==== Raw data

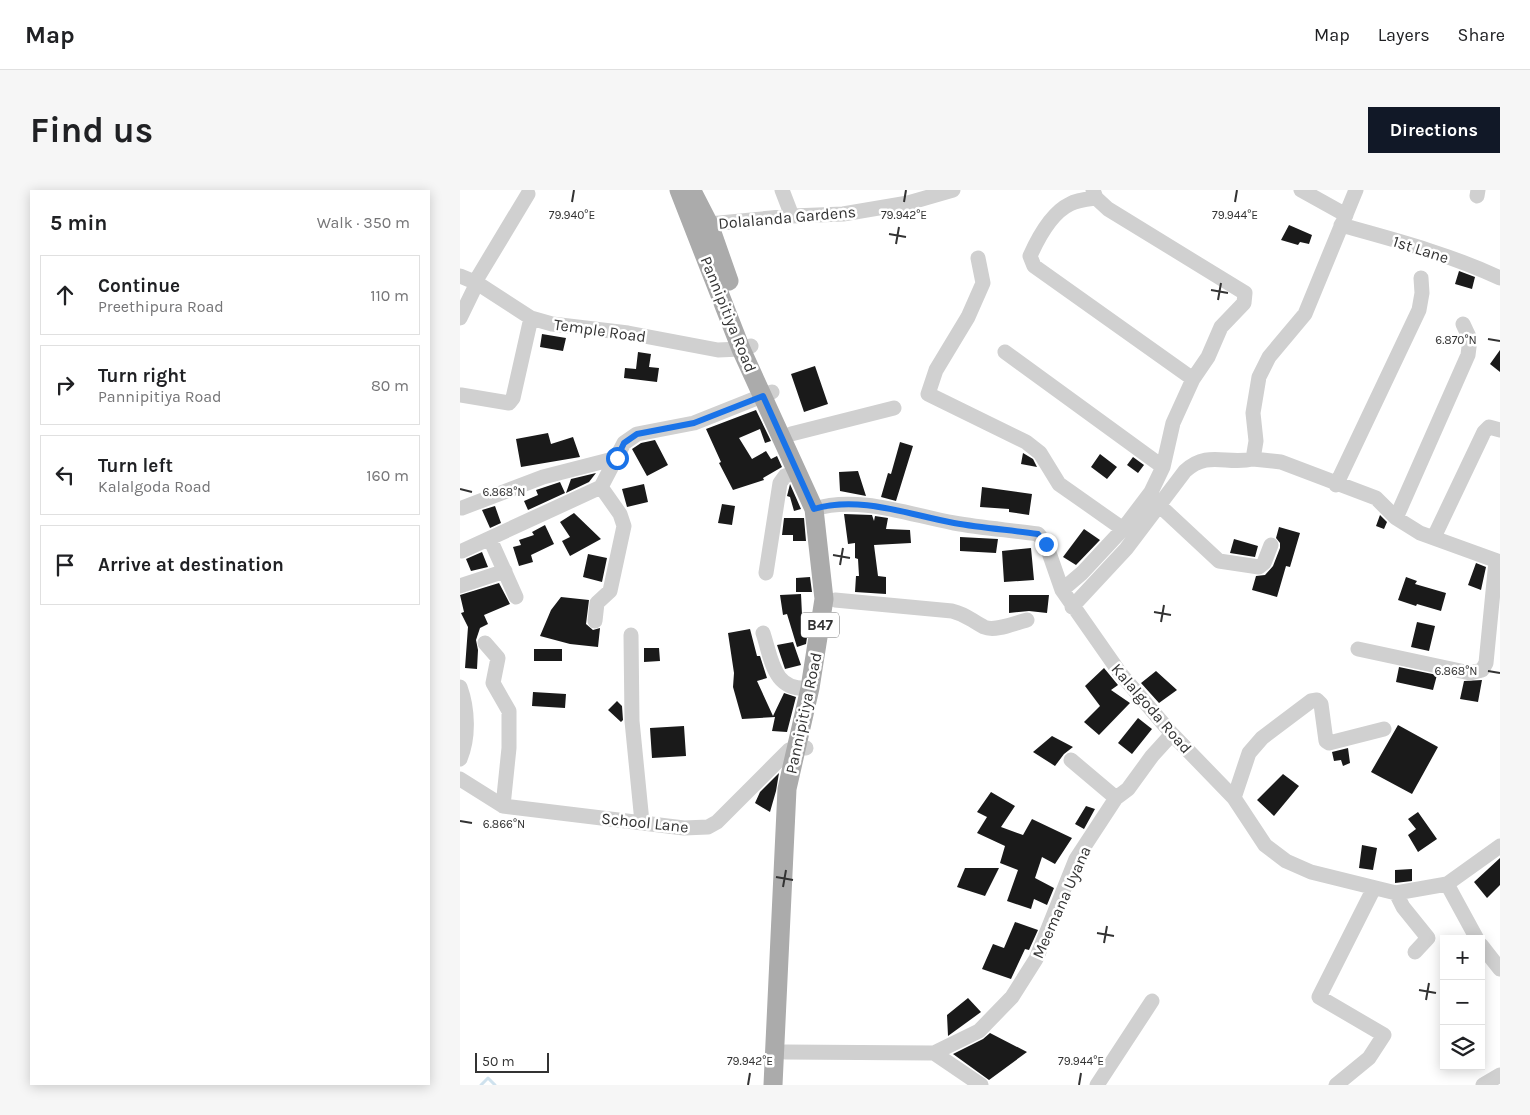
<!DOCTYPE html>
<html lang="en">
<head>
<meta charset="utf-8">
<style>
	body { margin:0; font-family:Karla,sans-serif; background:#f6f6f6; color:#202124 }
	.controls { position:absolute; right:15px; bottom:15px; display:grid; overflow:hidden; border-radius:0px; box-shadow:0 2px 12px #0003 }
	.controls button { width:45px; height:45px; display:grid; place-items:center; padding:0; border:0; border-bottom:1px solid #e0e0e0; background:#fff; color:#202124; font:25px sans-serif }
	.scale { position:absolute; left:15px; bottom:12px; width:74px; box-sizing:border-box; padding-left:5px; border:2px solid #333; border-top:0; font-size:14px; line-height:18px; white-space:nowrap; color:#333; -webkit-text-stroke:4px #fff; paint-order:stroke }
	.stop { position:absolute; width:15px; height:15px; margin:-11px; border:4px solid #1a73e8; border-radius:50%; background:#fff }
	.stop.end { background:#1a73e8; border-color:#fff; box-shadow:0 1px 5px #0008 }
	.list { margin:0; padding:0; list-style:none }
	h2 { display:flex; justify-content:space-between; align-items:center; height:65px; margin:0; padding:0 20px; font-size:21px }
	h2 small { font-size:16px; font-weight:400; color:#757577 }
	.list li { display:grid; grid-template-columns:32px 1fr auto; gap:15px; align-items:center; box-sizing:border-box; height:80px; margin:0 10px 10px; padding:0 10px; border:1px solid #e0e0e0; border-radius:0px }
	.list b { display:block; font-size:19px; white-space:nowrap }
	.list p { margin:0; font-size:16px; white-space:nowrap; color:#757577 }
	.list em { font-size:16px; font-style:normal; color:#757577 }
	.icon { flex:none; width:28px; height:28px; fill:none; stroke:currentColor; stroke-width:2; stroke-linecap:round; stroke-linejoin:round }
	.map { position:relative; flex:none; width:1040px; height:895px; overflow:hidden; border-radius:0px }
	header { display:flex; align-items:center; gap:30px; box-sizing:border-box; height:70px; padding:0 25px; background:#fff; border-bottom:1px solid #e0e0e0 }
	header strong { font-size:24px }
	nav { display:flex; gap:28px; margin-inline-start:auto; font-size:18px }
	.intro { display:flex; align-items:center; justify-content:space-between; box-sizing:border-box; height:120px; padding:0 30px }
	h1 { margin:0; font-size:35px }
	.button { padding:12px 22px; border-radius:0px; background:#111827; color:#fff; font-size:18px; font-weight:700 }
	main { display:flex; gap:30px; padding:0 30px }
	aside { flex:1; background:#fff; border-radius:0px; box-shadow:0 2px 12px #0003 }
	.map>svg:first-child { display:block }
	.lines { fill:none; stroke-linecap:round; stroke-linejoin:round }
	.stream { stroke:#cfe2ee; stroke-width:3 }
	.building { fill:#1a1a1a }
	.minor { stroke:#d0d0d0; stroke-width:15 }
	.major { stroke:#ababab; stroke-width:19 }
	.route { stroke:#1a73e8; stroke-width:6 }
	.ticks { fill:none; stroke:#333; stroke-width:2 }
	.labels { text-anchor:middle; stroke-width:5; stroke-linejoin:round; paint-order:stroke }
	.shield { fill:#fff; stroke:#707070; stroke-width:1 }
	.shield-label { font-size:15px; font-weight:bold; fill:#333 }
	.street-label { font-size:16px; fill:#333; stroke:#fff }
	.ticks-label { font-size:12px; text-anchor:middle; fill:#333; stroke:#fff; stroke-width:5; stroke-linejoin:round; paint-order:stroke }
</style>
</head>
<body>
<header>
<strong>Map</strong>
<nav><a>Map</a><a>Layers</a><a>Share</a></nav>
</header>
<div class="intro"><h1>Find us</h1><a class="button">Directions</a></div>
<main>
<aside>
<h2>5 min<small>Walk · 350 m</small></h2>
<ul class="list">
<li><svg class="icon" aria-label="ahead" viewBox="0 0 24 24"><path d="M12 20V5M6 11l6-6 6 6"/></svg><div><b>Continue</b><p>Preethipura Road</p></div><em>110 m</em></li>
<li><svg class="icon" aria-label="right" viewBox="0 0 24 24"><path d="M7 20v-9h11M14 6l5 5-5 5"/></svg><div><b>Turn right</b><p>Pannipitiya Road</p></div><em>80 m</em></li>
<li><svg class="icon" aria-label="left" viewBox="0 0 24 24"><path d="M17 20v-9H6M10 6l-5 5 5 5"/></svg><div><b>Turn left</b><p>Kalalgoda Road</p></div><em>160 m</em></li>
<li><svg class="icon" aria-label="arrive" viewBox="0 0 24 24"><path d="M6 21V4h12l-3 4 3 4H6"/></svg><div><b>Arrive at destination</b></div></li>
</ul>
</aside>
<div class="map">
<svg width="1040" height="895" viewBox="0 0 1040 895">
	<rect width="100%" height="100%" fill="#fff"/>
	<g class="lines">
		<!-- stream -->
		<path class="stream" d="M21,895L28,888L35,895"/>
	</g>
	<!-- building -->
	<path class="building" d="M829,35L852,45L849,54L840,52L838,55L821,50Z
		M999,81L1015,87L1012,99L995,94Z
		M82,144L106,148L103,161L80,157Z
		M1040,160V182L1030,174Z
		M178,162L191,164L189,177L199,178L197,192L164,188L165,178L176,179Z
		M355,176L368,214L344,222L331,184Z
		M296,220L311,251L305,253L300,239L279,248L292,269L306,261L311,269L317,266L322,277L303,288L304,290L273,300L259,273L261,272L246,239Z
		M88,243L91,254L113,247L120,267L61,277L56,249Z
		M195,250L208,275L187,286L172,259L181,253Z
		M440,252L453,256L436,311L421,307L428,283L431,284Z
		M563,263L573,269L577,277L561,274Z
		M640,264L657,277L647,289L631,277Z
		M673,267L684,275L678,283L667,275Z
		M398,281L406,306L380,301L379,282Z
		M136,283L129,292L106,303L111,289Z
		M100,292L105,303L68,320L64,311L78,305L76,300Z
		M184,294L188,312L167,317L162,299Z
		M330,294L341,319L334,321L330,307L327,306Z
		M522,297L572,304L569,325L549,322V319L520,317Z
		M262,314L275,316L272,335L258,333Z
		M35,316L41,333L30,338L22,320Z
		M114,323L141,349L110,366L102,351L110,347L100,332Z
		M384,324L412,325L414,331L415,326L428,328L426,339L450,340L451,353L414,355L418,386L426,387V404L395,402L396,386H399L398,369L395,368V353L388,354Z
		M920,325L927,332L924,339L916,336Z
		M324,328H344L346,351H333V345H322Z
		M85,335L94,354L71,365L73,372L59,376L53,357L61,355L59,350L74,345L72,342Z
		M819,337L840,343L830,377L826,376L817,407L792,400L796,386L805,385L813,376L820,358V353L816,348Z
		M624,339L640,350L616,375L603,367Z
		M500,347L538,349L536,363L500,361Z
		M774,349L798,356L795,367L770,363Z
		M571,358L574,390L544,392L542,361Z
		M22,362L28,377L11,381L6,369Z
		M128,364L147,368L142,392L123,387Z
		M1016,373L1026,377L1021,400L1008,395Z
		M350,387L352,402H336V388Z
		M946,387L957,391L955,394L986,403L981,421L957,414L956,416L938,410Z
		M39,393L50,414L24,425L28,434L20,438L16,450L18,460L17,479L5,478L8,437L1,423L4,422L0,405Z
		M341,404L342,425H344L348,441L346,454L337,457L327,424L323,425L320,405Z
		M549,405H589L587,423L569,421L549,423Z
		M101,407L129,410L126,434L133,440L140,438L138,457L110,454L80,446L91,420Z
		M957,432L975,436L969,461L951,457Z
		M290,439L297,466H300L307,488L297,491L313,526L324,503L336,507L327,542L312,541L315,527L282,529L273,497L274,483L268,443Z
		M333,452L341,475L325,479L317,455Z
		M184,458H199L200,471L184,472Z
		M74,459H102V471H74Z
		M939,477L977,485L973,500L936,492Z
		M644,478L658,495L651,500L670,513L639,545L624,532L640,516L625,496Z
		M696,481L717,500L699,513L681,493Z
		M1022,490L1018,512L1000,509L1004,491Z
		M73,502L106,504L105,518L72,516Z
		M157,511L162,516L163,530L161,532L148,520Z
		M678,528L692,539L672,564L658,553Z
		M938,535L978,557L952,604L911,582Z
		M224,536L226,566L192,568L190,538Z
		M592,546L613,557L604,564L595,576L573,562Z
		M888,558L890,573L883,576L881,570L874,571L872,562Z
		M319,583L316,601L310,622L295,613L300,602Z
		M823,584L839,596L814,626L797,610Z
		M531,602L555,616L541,637L563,645L572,629L612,648L595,674L582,667L575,688L594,698L587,715L574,709L571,719L547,711L558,680L540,673L545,656L517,643L527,627L517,622Z
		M626,616L635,619L624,639L615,634Z
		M958,622L977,649L958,662L948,645L956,639L948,629Z
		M902,655L917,658L913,680L899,678Z
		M1040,668V695L1027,708L1014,692Z
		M505,678H539L525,706L497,697Z
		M952,679V691L935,693V680Z
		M555,732L578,740L569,760L565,759L551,789L522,779L533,754L544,758Z
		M508,808L521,822L488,846L487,825Z
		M530,843L567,862L529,890L493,864L523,849Z"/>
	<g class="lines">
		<!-- minor -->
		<path class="minor" d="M322,0L332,26
			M841,0L886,25
			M1017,6L1018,0
			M636,8C628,9 617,10 610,14C591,23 578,48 570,66L574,76L733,189
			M249,34L332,26L383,24L448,13L493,0
			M881,35C935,50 989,64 1040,88
			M518,68L523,93L508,127L476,180L468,204L566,252L580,263L599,294L663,339
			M0,86L17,93L71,128L92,134L168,143L258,160L281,159L291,156
			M15,92L68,4
			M0,128L17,93
			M545,162L703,277
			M1,205L49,213L53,208L71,128
			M331,244L434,218
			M793,269L821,272L916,308L936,328L960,343L1040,372
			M876,295L959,120L962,103L961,88
			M141,297L164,253L177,244L234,233L312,202
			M700,316L759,371L799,377L804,373L811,355
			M2,318L83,287L157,268
			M354,319C398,305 450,325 494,333C522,338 550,340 578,344L586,354L602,400L660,483L712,544L774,608L805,655L826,671L851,682L936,703L987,694L1040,656
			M936,328L1008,165L1010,149L1003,134
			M974,347L1024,242L1029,237L1040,240
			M30,349L56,407
			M2,361L141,297
			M306,383L320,293L325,286L338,282
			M0,396L45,381
			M602,400L622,383L663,339L691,302L703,277L713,233L733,189L748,167L761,137L784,113L785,103L648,19L636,8L633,0
			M375,410L492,421C508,425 510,430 524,437C535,442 555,433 567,430
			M612,417L666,359L725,281C748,260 766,275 793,269L796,251L793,223L799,187L809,167L845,124L896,0
			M135,431L137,413L150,401L164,336L160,324L141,297
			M303,443C312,470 313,502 350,498
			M171,445L172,531L182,632
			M25,453L38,468L33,493L49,521V558L43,616
			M898,459L1010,483L1022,480L1026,473L1036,371
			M0,497C8,519 9,548 0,569
			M611,570L656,608
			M0,589L43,616L224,638L248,637L257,632L329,560L337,557L346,558
			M774,608L789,563L802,548L851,511L857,510L861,514L866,551L869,553L924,539
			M987,694L1017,749
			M936,703L943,717L968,748L955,762
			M1021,755L1040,779
			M325,862L474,863L521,895
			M474,863L519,841L552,807L576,769L616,669L656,608L668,599L692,566L712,544
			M637,895L692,811
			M876,895L909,868L924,845L859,807L914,698
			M1023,895L1040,885"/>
		<!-- major -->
		<path class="major" d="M219,0L281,159L354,319L364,409L350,498L327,599L313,895
			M233,3L249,34L269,91"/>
	</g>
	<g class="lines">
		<!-- route -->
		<path class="route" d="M157,268L164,253L177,244L234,233L303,206L354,319C399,305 450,325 494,333C522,338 550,340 578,344L586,354"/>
	</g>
	<!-- ticks -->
	<path class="ticks" d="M112,12L114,0M444,12L446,0M775,12L777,0M429,44L446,47M436,54L439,37M751,100L768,103M758,110L761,93M1028,149L1040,151M0,299L12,302M373,365L390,368M380,375L383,358M694,422L711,425M701,432L704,415M1028,481L1040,483M0,631L12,633M316,687L333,690M323,697L326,680M637,743L654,746M644,753L647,736M959,800L976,803M966,810L969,793M288,895L290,883M619,895L621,883"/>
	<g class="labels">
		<!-- shield labels -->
		<rect class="shield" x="341" y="422.5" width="38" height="25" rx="4"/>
		<g class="shield-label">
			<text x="360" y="440">B47</text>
		</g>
		<!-- street labels -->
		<g class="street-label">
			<text transform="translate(327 27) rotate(-5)" y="6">Dolalanda Gardens</text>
			<text transform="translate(961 59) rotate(18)" y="6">1st Lane</text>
			<text transform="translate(269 124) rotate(68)" y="6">Pannipitiya Road</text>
			<text transform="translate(140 140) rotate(8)" y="6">Temple Road</text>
			<text transform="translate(692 518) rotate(49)" y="6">Kalalgoda Road</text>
			<text transform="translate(343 523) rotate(-78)" y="6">Pannipitiya Road</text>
			<text transform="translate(185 632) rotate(6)" y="6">School Lane</text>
			<text transform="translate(601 712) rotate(-66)" y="6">Meemana Uyana</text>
		</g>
	</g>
	<g class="ticks-label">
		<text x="112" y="29">79.940°E</text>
		<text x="444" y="29">79.942°E</text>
		<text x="775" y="29">79.944°E</text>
		<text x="996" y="154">6.870°N</text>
		<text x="44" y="306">6.868°N</text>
		<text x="996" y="485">6.868°N</text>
		<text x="44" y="638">6.866°N</text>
		<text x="290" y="875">79.942°E</text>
		<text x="621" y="875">79.944°E</text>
	</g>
</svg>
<div class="controls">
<button>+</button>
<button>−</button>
<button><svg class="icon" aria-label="layers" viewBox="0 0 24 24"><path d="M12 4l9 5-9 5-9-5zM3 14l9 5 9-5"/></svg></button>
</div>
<div class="scale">50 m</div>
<div class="stop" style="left:157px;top:268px"></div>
<div class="stop end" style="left:586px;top:354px"></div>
</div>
</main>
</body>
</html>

========

Which lines above include "controls"? Show each of them by copying it.

	.controls { position:absolute; right:15px; bottom:15px; display:grid; overflow:hidden; border-radius:0px; box-shadow:0 2px 12px #0003 }
	.controls button { width:45px; height:45px; display:grid; place-items:center; padding:0; border:0; border-bottom:1px solid #e0e0e0; background:#fff; color:#202124; font:25px sans-serif }
<div class="controls">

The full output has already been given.